Windmill in East Sussex, England

Nutley Windmill is a grade II* listed open trestle post mill at Nutley, East Sussex, England which has been restored to working order.

==History==
Nutley Windmill is thought to have been moved from Kilndown, Goudhurst, Kent circa 1817. The first record of a windmill at Nutley is in 1840. A timber in the mill has been dated by dendrochronology to 1738–70, and the main post is even older, dating to 1533–70. In 1870, the mill was painted white and working on four common sails. The mill was modernised in the 1880s, with the original wooden windshaft being replaced by a cast-iron one, and spring sails replacing the commons.
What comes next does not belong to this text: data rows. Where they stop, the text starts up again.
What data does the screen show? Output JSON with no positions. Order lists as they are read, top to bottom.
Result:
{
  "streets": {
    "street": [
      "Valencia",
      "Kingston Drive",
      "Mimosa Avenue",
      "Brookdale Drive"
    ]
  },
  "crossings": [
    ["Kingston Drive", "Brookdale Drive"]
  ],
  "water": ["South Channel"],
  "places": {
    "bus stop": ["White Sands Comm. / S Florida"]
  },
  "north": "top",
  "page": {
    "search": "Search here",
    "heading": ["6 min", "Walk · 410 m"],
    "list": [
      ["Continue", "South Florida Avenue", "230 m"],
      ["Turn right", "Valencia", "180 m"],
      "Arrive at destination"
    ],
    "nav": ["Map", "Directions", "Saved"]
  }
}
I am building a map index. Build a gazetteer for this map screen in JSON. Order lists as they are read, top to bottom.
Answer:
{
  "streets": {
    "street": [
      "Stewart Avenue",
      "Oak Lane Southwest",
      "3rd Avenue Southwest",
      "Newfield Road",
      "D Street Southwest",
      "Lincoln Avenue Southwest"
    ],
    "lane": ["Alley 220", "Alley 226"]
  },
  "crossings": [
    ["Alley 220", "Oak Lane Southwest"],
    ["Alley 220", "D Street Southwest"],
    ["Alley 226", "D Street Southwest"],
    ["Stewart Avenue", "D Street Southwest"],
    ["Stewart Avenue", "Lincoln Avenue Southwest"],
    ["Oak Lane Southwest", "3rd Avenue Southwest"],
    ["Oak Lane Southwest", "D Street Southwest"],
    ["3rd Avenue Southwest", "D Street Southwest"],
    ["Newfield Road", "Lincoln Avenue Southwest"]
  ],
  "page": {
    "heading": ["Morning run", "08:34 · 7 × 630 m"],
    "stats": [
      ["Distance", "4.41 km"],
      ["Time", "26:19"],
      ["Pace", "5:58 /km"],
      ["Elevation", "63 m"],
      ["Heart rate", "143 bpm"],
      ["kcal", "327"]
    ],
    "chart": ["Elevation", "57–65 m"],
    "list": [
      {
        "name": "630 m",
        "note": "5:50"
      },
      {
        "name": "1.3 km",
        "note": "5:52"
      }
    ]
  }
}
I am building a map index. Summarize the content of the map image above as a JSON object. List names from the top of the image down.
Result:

Larger millstones were added. The mill was tarred at about this point, as shown by a photo dated 1890. She worked by wind until 1908, although latterly in poor condition. In 1928, the owner of the mill, Lady Castle Stewart, had the mill shored up with brick piers and steel joists below the body. These allowed the mill to survive until she could be restored.

Restoration started in 1968, The mill turned by wind again in 1971, and ground grain again in 1972. In 1975, Nutley Windmill was given to the Uckfield and District Preservation Society by Lady Castle Stewart.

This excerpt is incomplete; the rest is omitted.